In a strange coincidence, the Fed is mimicking its 12-year-old act as it scrambles to contain the damage to the economy from the pandemic. Interest rates are back to near zero. Bond-buying has resumed and will continue, at least well into the next year. The US government has provided US$ 5.5 billion of cash through two stimulus packages, in March and May. The stage has been set for Bull Run 2.0. In India, the overhang of the past disruptive measures has faded. The low corporate and individual tax rate regime has come into effect from the current financial year. The Rs 21-lakh fiscal and monetary support may be low on direct cash transfers but has opened up easy and cheap credit to the important components of the economy such as farmers, small and medium businesses and the home, auto and consumer durable buyers. The entire economy has been opened up. There has been no better time for risk-taking than now. The capital-raising being undertaken across the spectrum suggests that companies are feeling emboldened despite lack of revenue visibility. Not many are undertaking capital expenditure at this juncture. What is important is the confidence of issuers that money is available and the optimism of investors that it will be put to good use in the near future. The cash chest built at low interest rates will be an advantage when normalcy returns.

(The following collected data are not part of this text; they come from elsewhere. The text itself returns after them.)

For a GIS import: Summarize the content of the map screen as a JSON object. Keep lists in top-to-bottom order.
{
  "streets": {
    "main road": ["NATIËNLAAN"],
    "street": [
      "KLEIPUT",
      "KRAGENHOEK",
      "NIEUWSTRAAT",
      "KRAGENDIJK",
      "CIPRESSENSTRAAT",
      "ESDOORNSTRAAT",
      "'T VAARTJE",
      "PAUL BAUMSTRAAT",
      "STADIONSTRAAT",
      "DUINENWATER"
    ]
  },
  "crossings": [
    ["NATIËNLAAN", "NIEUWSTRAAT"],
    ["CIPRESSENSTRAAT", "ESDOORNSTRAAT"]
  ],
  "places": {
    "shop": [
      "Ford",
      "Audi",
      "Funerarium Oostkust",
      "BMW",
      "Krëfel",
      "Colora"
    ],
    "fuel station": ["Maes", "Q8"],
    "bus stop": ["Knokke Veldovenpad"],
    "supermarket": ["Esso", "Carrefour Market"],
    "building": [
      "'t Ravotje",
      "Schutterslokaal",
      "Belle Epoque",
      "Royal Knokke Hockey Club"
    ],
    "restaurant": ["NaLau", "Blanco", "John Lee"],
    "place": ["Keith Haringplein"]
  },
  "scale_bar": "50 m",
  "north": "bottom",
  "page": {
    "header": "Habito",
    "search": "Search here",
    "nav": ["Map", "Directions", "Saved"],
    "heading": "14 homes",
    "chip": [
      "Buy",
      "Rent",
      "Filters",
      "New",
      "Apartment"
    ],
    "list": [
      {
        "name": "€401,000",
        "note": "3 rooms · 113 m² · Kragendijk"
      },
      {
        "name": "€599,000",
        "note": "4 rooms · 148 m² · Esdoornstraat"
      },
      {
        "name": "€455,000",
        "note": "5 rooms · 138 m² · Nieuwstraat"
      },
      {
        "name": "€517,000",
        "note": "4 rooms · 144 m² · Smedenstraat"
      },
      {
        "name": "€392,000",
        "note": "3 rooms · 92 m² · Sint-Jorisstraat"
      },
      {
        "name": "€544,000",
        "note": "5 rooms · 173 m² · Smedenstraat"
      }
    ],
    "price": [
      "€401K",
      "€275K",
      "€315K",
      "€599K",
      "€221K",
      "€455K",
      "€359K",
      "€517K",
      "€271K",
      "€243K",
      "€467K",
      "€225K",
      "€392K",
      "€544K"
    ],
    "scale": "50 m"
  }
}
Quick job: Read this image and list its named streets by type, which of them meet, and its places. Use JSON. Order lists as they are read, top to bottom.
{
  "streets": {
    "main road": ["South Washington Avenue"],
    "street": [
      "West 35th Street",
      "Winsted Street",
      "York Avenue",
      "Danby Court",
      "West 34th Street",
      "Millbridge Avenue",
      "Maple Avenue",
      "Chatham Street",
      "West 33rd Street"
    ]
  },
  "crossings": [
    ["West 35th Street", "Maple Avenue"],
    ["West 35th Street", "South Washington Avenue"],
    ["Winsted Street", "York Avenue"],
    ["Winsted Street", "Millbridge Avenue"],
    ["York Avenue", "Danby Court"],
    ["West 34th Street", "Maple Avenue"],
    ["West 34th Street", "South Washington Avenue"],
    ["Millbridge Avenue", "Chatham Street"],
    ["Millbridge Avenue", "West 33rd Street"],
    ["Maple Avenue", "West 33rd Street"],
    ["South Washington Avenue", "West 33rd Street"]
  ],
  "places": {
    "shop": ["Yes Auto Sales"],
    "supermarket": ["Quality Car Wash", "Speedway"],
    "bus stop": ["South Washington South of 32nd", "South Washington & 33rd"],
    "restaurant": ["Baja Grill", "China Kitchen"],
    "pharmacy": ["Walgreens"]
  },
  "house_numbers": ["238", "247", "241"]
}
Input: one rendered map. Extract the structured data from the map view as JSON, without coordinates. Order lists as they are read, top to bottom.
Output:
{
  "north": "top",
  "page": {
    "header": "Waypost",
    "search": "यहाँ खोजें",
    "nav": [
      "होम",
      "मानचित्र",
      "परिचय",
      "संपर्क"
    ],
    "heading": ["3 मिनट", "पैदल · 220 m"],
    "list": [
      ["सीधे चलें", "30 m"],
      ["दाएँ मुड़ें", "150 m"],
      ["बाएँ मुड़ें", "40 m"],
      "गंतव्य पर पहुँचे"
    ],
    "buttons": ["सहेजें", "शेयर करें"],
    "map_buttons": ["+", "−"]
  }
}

The readiness to part with funds is a useful guide to big-ticket investors’ calculations. RIL raised nearly Rs 2 lakh crore in less than two months from a clutch of foreign companies, equity funds, sovereign funds and internet properties to service the domestic digital and fuel markets, and not for exports. It suggests the bets are on India to regain its title as the fastest-growing economy in the world. That it will be the only major economy, excluding China, to record the lowest GDP de-growth in the current fiscal year points to, apart from a low base, resilience even in the most adverse environment. Right now, rural consumption is supporting the Old Economy and partially offsetting the absence of the urban buyer. It will not be surprising if Mukesh Ambani has used the presence of   Reliance Retail in tier 2 and lower centres to attract funds for the creation of a virtual marketplace that aims to replace the brick-and-mortar model. Only RIL can pull off this seemingly contradictory achievement. In the process, the buoyancy in the secondary market as India’s most valuable company turned debt-free has embraced sectors with physical assets such as automobiles, capital goods, infrastructure and commodities, positioning them to be beneficiaries when normalcy return. It is a welcome departure from the previous experience of demand drying up for all goods and services, save for the sluggish defensives, during a recession. A virtuous cycle is being created. Every secondary market rally will see renewed fund-raising in the primary market. The correction in listed stocks will afford an entry into reasonably valued counters.